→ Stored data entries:
▽
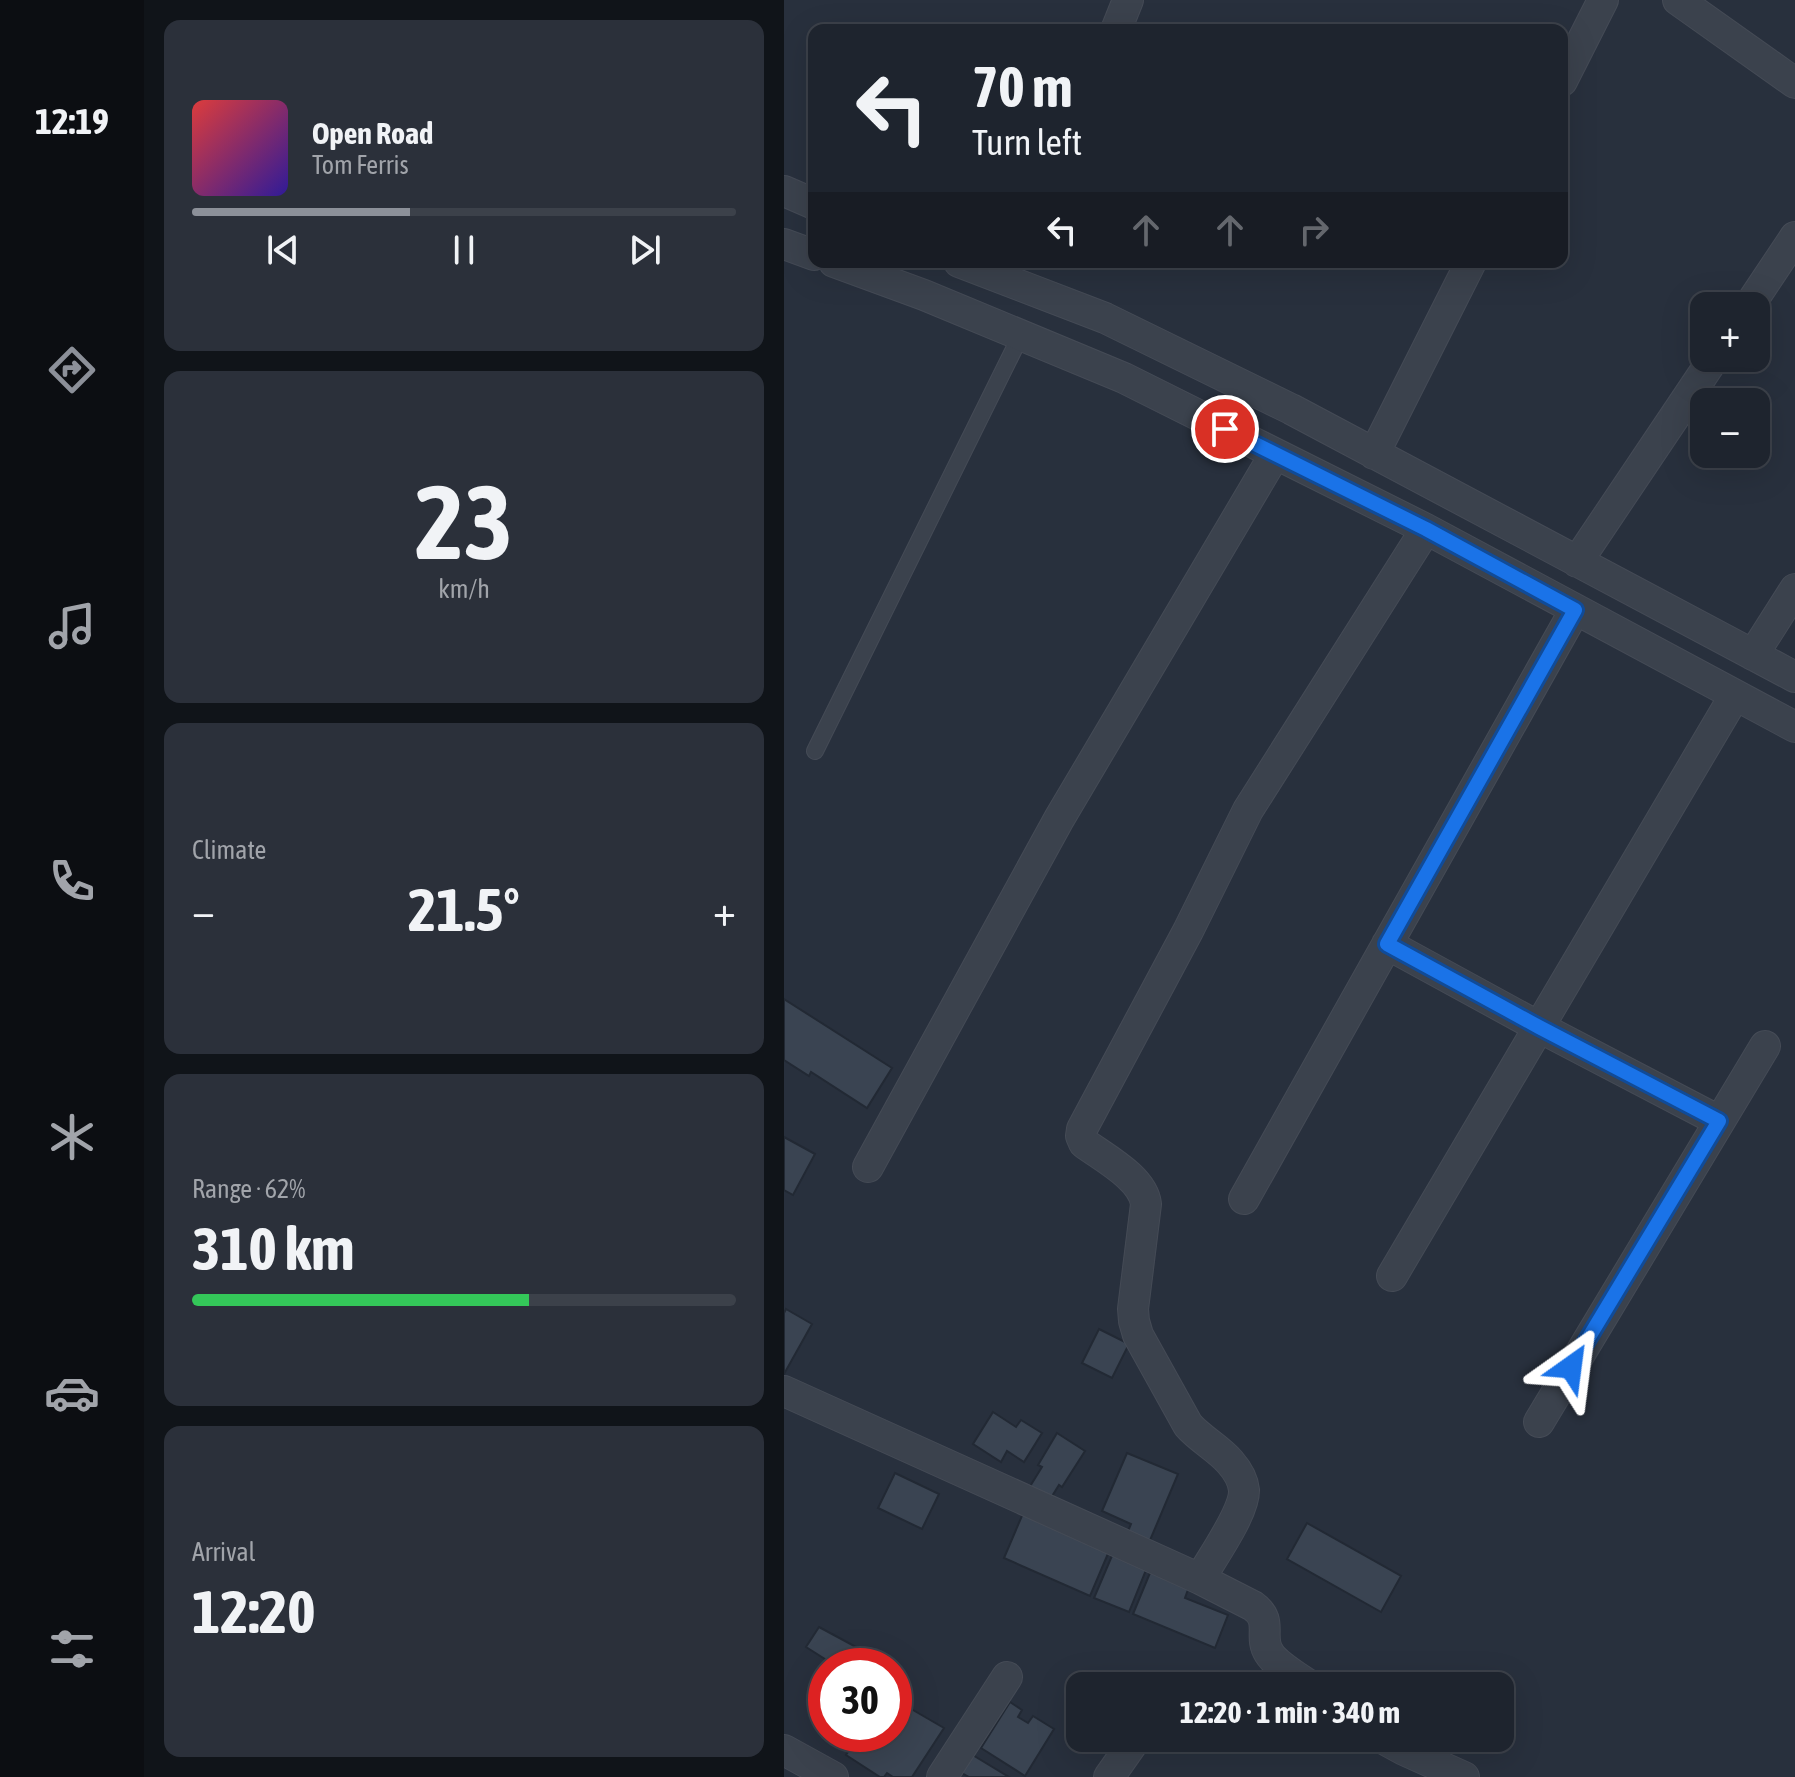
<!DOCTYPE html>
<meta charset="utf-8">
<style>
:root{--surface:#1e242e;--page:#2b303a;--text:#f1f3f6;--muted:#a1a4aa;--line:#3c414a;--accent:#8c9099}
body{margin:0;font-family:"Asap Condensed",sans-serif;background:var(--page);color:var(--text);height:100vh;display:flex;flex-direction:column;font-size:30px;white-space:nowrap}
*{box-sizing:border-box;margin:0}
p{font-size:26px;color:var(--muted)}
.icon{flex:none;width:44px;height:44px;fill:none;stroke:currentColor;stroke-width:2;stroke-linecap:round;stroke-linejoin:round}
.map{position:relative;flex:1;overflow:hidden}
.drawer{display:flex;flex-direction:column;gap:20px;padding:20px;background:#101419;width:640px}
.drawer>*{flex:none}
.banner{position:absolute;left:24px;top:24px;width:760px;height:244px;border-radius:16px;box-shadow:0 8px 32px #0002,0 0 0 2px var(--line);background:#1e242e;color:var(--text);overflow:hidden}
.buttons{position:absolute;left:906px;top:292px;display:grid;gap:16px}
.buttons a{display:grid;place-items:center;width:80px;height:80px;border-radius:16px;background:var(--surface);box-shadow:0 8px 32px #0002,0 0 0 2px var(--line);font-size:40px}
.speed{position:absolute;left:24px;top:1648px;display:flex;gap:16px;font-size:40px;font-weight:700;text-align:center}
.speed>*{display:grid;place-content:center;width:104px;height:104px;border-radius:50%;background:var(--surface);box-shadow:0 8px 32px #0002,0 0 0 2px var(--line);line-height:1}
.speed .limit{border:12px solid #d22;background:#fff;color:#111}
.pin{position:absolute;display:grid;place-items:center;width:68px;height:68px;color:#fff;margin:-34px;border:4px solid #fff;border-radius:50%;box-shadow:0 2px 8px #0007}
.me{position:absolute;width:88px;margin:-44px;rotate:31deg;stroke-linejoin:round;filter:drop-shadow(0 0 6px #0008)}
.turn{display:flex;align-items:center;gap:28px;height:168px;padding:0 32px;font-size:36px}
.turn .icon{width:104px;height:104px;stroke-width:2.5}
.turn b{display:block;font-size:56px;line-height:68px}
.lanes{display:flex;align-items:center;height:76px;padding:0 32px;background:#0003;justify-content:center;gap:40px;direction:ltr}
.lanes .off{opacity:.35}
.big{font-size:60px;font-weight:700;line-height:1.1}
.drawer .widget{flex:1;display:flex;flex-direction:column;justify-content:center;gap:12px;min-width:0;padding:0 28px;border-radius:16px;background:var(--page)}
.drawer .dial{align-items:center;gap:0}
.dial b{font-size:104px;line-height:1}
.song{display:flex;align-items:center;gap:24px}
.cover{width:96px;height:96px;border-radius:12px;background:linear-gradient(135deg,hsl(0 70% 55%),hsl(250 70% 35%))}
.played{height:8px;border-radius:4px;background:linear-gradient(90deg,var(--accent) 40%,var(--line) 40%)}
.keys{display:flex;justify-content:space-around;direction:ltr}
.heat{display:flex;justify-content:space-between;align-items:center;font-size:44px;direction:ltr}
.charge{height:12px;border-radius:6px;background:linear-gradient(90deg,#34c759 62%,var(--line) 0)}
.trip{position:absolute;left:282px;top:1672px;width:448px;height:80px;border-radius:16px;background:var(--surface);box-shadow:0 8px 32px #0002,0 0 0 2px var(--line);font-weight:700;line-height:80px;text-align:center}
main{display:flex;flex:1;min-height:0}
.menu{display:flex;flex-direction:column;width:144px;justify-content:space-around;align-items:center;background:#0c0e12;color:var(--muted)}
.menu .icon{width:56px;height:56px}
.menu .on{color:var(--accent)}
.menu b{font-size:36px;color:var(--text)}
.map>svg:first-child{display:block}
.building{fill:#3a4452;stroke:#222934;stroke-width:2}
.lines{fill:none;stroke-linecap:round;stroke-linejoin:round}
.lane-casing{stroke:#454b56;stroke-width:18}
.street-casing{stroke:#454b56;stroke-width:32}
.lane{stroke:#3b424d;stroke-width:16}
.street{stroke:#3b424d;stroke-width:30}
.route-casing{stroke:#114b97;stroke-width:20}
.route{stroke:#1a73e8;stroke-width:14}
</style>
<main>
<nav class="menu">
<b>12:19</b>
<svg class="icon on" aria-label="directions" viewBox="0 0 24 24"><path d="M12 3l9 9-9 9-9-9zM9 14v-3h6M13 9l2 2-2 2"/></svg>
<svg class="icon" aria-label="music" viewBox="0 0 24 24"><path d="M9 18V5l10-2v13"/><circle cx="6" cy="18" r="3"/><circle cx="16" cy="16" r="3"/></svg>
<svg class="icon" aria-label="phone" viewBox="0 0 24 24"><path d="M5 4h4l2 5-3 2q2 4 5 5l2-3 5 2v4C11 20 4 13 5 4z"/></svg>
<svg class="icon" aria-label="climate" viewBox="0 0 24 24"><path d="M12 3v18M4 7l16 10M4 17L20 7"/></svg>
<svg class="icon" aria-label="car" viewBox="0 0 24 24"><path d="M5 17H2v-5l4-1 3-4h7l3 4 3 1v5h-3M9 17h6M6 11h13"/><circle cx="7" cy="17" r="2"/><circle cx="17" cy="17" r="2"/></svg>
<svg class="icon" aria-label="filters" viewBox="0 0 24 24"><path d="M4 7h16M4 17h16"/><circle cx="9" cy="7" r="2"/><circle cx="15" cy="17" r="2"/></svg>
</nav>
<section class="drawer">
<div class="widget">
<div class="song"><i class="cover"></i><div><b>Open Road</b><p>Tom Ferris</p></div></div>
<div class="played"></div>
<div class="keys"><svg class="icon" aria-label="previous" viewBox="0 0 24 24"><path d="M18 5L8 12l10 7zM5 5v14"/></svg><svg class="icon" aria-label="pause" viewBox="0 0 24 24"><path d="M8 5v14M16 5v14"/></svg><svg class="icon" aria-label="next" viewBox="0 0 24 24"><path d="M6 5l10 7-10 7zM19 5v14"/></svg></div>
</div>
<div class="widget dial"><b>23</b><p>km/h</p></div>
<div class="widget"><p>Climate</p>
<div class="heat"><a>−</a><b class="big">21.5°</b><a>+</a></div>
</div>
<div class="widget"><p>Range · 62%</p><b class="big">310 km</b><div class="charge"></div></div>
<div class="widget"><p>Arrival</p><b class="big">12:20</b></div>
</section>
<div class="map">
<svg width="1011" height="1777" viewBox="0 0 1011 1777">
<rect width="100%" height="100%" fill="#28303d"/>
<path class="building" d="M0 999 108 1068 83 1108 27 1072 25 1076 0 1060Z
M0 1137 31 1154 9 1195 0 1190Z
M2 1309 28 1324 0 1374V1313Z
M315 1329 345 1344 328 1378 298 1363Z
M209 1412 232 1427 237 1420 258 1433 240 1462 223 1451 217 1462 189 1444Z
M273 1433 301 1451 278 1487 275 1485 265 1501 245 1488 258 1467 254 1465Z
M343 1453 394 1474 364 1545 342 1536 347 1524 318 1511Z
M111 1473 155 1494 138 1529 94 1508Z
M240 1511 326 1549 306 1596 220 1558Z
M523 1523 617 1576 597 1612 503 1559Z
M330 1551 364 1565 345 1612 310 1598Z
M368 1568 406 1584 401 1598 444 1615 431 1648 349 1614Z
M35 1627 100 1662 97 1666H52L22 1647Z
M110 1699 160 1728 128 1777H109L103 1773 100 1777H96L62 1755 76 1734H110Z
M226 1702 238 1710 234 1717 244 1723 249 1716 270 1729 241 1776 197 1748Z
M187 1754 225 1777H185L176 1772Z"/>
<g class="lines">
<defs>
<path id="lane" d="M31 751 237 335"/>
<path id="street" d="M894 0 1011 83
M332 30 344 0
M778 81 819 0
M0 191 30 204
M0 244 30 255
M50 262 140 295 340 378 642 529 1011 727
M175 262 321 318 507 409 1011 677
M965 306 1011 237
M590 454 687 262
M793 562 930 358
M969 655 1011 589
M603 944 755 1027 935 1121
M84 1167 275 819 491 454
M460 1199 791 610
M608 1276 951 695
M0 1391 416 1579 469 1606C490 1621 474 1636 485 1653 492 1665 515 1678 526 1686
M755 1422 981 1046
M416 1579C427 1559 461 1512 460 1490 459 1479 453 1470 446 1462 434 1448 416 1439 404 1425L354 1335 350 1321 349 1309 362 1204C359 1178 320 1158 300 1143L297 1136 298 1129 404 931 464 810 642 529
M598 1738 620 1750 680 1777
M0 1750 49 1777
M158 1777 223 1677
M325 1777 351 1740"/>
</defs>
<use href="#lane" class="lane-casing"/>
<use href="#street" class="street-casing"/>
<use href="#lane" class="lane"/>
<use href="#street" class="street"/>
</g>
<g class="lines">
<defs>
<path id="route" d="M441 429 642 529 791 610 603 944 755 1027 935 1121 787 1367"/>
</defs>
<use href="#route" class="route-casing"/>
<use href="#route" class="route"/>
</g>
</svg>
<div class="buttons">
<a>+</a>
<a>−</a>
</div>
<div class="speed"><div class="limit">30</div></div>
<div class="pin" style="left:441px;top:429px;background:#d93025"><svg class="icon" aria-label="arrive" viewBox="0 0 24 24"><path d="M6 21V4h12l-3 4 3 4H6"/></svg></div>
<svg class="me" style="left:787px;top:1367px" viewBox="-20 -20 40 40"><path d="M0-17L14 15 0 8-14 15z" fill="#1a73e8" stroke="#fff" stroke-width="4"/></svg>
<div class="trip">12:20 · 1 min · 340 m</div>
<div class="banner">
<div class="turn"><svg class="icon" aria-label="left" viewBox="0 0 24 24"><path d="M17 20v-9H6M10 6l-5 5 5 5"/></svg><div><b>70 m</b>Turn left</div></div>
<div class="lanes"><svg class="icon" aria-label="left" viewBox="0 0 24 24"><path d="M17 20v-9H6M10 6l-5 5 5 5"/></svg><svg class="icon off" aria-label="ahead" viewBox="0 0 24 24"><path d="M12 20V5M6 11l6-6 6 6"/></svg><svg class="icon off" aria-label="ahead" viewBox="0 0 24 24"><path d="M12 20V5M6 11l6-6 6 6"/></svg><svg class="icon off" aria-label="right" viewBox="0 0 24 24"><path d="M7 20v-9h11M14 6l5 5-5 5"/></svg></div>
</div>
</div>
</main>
△
→ What you should do: Within the data above, the lines from the one with "3l9 9-9 9-9-9zM9" to the one with "4h4l2 5-3 2q2" must be repeated exactly; no other line belongs in the answer.

→ Solution below:
<svg class="icon on" aria-label="directions" viewBox="0 0 24 24"><path d="M12 3l9 9-9 9-9-9zM9 14v-3h6M13 9l2 2-2 2"/></svg>
<svg class="icon" aria-label="music" viewBox="0 0 24 24"><path d="M9 18V5l10-2v13"/><circle cx="6" cy="18" r="3"/><circle cx="16" cy="16" r="3"/></svg>
<svg class="icon" aria-label="phone" viewBox="0 0 24 24"><path d="M5 4h4l2 5-3 2q2 4 5 5l2-3 5 2v4C11 20 4 13 5 4z"/></svg>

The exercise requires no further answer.